'''

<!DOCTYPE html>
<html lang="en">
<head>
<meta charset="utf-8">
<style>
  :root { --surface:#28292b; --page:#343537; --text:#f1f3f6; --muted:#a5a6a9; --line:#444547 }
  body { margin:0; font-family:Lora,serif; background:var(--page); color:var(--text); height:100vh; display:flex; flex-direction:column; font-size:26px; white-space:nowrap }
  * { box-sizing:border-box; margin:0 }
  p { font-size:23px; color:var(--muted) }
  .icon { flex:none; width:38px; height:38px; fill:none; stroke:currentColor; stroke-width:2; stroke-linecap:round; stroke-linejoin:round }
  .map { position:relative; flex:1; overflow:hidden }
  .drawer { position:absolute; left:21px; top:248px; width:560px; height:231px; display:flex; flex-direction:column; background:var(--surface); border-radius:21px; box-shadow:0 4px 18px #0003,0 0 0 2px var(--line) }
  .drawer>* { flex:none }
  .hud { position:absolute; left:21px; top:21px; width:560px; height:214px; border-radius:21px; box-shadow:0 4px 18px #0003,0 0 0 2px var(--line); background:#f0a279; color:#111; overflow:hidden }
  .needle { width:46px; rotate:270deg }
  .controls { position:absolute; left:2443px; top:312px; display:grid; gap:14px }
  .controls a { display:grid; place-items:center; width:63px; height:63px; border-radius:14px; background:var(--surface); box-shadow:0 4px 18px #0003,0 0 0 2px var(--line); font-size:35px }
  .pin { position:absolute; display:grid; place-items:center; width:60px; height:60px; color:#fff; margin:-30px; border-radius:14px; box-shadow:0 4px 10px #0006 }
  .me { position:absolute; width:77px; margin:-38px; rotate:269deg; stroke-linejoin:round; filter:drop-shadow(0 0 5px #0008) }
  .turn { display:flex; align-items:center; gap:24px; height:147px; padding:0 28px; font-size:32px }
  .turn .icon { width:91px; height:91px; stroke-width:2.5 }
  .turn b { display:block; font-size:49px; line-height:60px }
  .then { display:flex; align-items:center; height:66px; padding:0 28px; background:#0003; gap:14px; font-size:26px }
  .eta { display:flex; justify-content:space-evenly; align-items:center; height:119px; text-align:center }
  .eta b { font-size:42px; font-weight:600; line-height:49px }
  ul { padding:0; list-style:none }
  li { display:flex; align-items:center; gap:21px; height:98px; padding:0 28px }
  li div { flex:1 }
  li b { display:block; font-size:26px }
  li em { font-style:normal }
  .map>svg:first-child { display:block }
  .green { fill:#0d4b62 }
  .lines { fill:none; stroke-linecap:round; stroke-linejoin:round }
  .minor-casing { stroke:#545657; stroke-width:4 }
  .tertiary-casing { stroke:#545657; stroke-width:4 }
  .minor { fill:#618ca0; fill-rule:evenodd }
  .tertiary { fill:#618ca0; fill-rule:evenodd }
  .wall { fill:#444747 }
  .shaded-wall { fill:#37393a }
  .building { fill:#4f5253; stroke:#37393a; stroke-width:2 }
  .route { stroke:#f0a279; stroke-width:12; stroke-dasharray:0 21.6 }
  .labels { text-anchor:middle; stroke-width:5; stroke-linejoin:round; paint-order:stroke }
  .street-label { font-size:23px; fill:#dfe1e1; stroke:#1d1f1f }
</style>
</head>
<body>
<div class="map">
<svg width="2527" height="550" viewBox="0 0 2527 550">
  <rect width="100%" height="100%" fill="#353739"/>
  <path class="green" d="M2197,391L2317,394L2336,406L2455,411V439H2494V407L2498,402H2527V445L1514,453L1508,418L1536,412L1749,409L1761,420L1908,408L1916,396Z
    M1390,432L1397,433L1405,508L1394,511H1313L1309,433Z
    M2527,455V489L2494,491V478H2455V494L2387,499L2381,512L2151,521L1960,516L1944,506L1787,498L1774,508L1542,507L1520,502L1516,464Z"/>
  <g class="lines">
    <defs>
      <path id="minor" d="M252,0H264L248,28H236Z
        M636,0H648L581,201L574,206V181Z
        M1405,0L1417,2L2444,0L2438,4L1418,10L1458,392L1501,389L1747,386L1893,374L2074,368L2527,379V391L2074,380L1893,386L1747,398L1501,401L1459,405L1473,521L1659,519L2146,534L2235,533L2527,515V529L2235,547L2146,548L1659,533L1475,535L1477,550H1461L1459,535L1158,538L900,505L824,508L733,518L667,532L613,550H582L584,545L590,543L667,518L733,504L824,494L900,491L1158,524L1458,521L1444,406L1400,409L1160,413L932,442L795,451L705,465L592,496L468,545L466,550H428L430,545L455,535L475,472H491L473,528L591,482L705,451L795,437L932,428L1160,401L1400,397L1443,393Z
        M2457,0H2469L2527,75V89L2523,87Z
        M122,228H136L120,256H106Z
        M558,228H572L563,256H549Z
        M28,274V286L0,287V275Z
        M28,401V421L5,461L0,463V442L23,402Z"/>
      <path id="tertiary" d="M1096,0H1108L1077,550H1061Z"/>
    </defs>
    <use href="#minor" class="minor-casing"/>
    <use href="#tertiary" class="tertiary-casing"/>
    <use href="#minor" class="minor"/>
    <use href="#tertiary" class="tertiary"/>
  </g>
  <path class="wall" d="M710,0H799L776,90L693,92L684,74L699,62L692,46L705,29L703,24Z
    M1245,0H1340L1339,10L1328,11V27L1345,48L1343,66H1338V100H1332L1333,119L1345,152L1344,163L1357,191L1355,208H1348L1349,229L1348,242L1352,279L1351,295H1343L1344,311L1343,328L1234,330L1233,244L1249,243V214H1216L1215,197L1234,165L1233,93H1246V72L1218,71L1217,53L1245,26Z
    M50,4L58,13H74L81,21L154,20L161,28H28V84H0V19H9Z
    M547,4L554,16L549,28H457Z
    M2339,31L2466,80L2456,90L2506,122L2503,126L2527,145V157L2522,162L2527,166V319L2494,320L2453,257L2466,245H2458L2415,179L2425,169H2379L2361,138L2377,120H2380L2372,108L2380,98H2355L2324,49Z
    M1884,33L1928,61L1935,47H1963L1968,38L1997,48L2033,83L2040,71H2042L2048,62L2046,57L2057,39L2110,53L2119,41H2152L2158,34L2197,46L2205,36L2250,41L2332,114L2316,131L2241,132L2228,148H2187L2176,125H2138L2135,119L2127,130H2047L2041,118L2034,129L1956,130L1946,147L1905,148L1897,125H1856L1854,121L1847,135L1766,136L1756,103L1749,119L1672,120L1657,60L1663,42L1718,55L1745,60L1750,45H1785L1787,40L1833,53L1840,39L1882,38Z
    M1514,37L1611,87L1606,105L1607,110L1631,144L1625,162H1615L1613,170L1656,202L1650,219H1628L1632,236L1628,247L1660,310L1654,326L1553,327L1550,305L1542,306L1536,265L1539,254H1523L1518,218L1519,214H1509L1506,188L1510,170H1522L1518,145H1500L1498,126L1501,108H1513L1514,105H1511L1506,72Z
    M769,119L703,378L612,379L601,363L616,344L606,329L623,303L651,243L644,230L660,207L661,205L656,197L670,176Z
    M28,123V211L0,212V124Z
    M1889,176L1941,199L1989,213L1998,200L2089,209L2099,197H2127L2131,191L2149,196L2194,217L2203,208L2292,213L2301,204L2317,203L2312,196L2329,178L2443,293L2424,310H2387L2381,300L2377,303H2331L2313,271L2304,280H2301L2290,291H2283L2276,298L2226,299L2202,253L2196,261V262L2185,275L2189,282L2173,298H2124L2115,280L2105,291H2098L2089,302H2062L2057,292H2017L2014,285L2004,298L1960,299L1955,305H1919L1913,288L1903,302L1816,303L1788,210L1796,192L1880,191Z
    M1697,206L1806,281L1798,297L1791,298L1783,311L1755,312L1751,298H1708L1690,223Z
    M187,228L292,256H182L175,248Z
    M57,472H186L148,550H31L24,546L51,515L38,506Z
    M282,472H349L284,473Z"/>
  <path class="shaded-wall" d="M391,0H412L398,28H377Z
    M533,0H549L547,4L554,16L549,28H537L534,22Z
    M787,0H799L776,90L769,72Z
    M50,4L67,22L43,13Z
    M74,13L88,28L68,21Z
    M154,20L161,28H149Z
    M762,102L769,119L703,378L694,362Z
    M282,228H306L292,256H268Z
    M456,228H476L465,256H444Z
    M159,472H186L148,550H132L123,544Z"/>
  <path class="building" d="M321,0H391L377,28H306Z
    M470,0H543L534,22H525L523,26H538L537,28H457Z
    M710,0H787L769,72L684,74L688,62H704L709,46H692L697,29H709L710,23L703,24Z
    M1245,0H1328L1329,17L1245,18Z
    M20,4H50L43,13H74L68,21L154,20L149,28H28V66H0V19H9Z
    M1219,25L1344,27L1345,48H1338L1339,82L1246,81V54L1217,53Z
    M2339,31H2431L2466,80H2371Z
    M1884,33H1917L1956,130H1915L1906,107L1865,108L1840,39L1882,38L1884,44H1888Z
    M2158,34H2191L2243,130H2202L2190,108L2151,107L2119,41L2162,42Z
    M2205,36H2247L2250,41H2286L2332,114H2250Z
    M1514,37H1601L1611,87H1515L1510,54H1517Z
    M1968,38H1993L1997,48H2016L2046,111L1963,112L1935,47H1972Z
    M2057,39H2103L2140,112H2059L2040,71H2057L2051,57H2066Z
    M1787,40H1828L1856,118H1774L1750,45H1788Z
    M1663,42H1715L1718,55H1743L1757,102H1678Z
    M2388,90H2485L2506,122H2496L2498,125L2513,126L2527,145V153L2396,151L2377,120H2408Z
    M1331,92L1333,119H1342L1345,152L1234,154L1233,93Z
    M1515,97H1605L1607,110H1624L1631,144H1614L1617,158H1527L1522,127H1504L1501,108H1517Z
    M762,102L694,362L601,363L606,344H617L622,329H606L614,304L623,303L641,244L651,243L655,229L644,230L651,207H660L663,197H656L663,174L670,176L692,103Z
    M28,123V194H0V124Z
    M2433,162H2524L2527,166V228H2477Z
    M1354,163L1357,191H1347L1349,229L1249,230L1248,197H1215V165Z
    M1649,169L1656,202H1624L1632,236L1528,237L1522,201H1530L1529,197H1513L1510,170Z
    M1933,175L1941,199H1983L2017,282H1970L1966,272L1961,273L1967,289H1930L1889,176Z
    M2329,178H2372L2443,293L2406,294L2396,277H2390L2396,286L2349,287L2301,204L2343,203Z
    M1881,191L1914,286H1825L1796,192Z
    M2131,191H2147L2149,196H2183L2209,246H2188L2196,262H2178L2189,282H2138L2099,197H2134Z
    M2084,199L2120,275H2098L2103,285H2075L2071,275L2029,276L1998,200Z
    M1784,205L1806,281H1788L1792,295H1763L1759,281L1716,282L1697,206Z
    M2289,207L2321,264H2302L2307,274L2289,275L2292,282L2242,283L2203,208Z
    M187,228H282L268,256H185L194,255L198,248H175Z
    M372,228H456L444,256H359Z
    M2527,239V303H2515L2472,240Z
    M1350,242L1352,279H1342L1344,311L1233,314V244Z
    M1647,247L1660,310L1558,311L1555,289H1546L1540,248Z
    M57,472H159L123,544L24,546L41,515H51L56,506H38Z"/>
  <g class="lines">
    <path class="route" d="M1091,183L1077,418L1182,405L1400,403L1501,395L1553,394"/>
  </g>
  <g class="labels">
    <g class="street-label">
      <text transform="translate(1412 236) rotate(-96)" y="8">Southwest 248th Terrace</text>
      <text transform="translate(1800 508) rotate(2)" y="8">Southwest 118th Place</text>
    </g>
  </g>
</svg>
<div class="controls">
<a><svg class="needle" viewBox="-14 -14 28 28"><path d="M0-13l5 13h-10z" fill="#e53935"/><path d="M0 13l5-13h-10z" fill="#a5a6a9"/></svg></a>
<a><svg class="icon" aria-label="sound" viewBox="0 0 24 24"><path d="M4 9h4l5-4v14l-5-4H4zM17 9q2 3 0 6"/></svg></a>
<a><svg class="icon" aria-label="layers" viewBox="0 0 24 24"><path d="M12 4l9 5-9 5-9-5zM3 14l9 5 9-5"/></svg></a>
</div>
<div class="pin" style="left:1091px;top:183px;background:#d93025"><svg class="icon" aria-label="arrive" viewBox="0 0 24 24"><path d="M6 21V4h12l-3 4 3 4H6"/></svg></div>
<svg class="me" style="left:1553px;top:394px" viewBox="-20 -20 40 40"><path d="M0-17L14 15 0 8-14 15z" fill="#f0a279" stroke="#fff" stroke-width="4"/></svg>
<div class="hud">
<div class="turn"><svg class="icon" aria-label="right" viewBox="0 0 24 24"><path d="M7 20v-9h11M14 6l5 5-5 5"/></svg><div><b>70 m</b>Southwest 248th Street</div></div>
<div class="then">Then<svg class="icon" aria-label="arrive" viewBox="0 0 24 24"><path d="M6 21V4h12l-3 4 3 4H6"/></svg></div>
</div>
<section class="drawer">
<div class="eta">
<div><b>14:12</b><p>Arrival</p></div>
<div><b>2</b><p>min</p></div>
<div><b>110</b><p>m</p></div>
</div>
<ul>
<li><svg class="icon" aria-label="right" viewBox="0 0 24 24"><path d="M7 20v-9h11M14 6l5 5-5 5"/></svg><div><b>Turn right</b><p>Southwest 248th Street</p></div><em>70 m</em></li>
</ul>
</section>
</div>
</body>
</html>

'''

§ DESCRIPTION OF THE TASK
From the material above, copy each line that includes the word "hidden".

§ EXERCISE RESPONSE
  .map { position:relative; flex:1; overflow:hidden }
  .hud { position:absolute; left:21px; top:21px; width:560px; height:214px; border-radius:21px; box-shadow:0 4px 18px #0003,0 0 0 2px var(--line); background:#f0a279; color:#111; overflow:hidden }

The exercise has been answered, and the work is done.